Hoje em dia considero saudáveis todas as formas de evasão que nos aliviem da angústia e da pressão e do complexo de culpa que os noticiários, e a brutalidade da vida de hoje, nos incutem diariamente, fragilizando-nos ou vulnerabilizando-nos ou mesmo incapacitando-nos. Uns vêem novelas, outros filmes, outros futebol. O risco é o de as pessoas não terem outro alimento se não o das massas, correndo o risco de se tornarem clones umas das outras, por fazerem todos a mesma dieta de emoções, sejam elas boas ou más. É a isto a que se refere, Luísa? Ao perigo de «desinvidualidade»?
Esclareço desde já, Rita, que sou grande apreciadora de bom futebol e até admito alguma simpatia «leonina». Mas acho que a atitude do não-perder-um-desafio-por-nada-deste-mundo, relativamente comum, só pode significar uma de duas coisas: ou assanhado fervor clubista (perigoso!), ou desinteresse por tudo o que sobra para além das interacções de vinte e duas pernas com um esférico (triste…).
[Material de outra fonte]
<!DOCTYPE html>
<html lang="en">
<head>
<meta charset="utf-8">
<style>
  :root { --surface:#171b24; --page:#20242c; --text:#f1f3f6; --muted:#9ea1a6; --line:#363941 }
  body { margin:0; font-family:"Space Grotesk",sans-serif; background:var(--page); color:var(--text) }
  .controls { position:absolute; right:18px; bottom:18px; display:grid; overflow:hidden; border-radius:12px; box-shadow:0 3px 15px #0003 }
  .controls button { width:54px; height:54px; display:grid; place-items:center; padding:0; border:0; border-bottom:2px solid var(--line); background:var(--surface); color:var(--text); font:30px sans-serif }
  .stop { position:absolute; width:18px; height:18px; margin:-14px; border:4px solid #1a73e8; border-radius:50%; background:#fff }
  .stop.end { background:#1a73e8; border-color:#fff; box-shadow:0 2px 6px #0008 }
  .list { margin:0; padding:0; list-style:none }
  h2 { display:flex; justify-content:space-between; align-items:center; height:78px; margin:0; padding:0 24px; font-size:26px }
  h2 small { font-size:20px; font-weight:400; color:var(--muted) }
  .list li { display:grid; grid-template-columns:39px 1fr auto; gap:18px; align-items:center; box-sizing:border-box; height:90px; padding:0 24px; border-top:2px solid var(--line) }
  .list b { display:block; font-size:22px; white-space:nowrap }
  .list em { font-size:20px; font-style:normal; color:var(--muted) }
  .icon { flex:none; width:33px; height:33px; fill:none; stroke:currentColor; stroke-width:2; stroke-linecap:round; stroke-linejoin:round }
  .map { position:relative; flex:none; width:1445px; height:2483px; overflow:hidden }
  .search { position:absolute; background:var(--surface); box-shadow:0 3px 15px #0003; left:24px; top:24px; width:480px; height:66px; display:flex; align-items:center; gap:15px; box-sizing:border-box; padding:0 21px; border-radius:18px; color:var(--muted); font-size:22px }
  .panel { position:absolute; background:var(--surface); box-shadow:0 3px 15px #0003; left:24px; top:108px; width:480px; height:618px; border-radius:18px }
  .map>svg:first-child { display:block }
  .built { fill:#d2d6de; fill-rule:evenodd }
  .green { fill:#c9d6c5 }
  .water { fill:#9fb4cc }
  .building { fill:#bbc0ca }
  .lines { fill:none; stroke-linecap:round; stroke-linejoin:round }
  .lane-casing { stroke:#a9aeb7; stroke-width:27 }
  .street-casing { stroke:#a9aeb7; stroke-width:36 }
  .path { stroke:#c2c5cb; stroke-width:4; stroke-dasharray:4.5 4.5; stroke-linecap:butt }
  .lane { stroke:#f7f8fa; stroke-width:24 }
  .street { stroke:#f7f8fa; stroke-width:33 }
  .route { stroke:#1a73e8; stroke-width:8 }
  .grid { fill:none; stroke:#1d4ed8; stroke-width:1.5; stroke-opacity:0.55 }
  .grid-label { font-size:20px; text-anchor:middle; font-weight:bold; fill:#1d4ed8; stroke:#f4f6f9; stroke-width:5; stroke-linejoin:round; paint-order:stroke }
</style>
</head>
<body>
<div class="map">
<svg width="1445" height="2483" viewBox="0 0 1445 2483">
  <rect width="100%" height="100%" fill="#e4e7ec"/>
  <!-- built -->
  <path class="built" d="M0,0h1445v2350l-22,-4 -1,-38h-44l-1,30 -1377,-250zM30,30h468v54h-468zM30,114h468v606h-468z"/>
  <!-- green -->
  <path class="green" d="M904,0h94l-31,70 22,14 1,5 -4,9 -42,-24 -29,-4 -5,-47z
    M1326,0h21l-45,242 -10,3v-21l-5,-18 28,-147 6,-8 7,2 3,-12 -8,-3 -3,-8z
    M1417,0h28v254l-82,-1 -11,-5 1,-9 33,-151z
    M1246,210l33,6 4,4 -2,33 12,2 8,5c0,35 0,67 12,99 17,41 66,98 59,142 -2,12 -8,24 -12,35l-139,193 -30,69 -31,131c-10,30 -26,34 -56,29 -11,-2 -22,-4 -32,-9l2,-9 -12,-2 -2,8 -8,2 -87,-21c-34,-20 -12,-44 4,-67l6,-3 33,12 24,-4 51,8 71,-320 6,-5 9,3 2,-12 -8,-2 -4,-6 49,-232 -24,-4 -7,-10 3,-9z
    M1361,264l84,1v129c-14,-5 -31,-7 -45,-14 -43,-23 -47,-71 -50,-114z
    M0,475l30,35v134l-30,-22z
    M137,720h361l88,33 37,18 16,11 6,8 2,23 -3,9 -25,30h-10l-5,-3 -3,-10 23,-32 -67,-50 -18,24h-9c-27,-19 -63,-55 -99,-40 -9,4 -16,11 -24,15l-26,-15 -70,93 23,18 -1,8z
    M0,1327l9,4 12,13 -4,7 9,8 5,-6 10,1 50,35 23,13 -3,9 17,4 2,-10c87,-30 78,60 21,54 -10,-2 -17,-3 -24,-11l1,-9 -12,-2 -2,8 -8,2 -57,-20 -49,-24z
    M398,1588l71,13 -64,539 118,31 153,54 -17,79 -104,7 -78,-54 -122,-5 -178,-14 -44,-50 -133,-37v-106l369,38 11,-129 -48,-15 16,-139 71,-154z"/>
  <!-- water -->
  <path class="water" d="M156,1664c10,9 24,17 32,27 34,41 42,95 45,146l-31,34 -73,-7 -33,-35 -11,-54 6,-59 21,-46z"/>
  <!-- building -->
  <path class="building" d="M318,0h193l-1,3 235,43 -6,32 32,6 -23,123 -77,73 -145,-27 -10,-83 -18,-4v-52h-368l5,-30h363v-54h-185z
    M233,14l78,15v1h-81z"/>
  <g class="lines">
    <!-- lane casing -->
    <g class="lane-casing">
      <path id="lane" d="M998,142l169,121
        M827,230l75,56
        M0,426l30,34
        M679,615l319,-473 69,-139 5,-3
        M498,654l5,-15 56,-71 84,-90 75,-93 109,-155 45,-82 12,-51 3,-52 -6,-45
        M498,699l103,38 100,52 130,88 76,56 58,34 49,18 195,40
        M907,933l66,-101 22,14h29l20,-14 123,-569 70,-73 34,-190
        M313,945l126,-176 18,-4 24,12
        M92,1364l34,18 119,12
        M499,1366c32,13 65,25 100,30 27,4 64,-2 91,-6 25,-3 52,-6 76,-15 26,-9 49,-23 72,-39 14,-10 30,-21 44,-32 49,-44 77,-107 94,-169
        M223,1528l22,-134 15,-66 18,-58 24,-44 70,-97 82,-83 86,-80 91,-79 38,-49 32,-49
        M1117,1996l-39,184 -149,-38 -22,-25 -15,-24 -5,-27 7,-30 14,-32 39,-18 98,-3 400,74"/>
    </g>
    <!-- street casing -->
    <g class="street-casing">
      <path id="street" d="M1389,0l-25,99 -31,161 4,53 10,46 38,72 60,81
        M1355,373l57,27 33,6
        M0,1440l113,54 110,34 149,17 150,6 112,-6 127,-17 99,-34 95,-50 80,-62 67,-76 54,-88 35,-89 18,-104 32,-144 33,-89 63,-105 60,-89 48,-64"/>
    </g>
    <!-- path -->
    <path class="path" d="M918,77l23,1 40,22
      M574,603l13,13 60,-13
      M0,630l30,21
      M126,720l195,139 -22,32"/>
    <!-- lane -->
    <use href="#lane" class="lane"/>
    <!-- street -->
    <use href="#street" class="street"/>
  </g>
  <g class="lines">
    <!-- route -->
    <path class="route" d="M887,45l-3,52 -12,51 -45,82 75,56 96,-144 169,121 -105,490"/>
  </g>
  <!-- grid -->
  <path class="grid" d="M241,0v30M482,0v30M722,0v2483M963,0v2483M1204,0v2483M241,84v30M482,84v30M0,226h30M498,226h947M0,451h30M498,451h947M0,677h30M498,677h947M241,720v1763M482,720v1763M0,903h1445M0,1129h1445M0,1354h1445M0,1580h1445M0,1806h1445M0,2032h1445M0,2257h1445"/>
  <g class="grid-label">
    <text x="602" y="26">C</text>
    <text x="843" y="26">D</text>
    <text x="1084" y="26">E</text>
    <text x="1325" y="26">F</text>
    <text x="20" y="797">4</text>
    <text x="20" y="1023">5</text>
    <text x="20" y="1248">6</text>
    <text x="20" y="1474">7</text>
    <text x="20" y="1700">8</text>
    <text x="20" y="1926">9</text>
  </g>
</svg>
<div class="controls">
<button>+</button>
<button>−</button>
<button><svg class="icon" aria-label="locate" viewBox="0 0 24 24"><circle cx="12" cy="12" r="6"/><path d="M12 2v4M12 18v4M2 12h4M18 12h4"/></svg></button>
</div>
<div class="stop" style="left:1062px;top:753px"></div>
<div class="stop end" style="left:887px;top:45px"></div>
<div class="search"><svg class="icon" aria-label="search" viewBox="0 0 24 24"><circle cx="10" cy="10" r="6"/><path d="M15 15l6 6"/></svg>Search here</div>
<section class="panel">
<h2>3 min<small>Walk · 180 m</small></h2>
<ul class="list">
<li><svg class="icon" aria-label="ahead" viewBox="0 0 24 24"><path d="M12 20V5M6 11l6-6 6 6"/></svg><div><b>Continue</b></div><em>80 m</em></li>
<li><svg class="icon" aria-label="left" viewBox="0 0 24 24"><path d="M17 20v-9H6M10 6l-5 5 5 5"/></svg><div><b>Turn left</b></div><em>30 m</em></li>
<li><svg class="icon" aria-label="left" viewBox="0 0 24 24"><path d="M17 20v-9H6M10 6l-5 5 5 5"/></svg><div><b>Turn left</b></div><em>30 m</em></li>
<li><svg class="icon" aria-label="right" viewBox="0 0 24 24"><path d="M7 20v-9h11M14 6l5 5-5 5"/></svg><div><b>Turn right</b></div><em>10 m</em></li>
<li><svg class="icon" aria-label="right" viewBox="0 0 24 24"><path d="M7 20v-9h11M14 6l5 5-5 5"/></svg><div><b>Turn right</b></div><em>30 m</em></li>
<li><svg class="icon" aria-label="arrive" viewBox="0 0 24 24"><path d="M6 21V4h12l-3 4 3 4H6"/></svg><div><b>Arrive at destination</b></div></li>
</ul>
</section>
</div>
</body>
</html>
Também tenho imenso medo das evasões e das alienações colectivas, que jogam nos tais fervores clubistas, bairristas e congéneres e no exacerbamento das emoções. Acabam por desencadear processos (que incluem essa «desindividualização» de que fala), que são, na essência, os que subjazem aos mais violentos conflitos humanos. (Daí o interessante «paralelo» entre os momentos do jogo que se relata no transístor e os momentos do confronto entre os quatro soldados).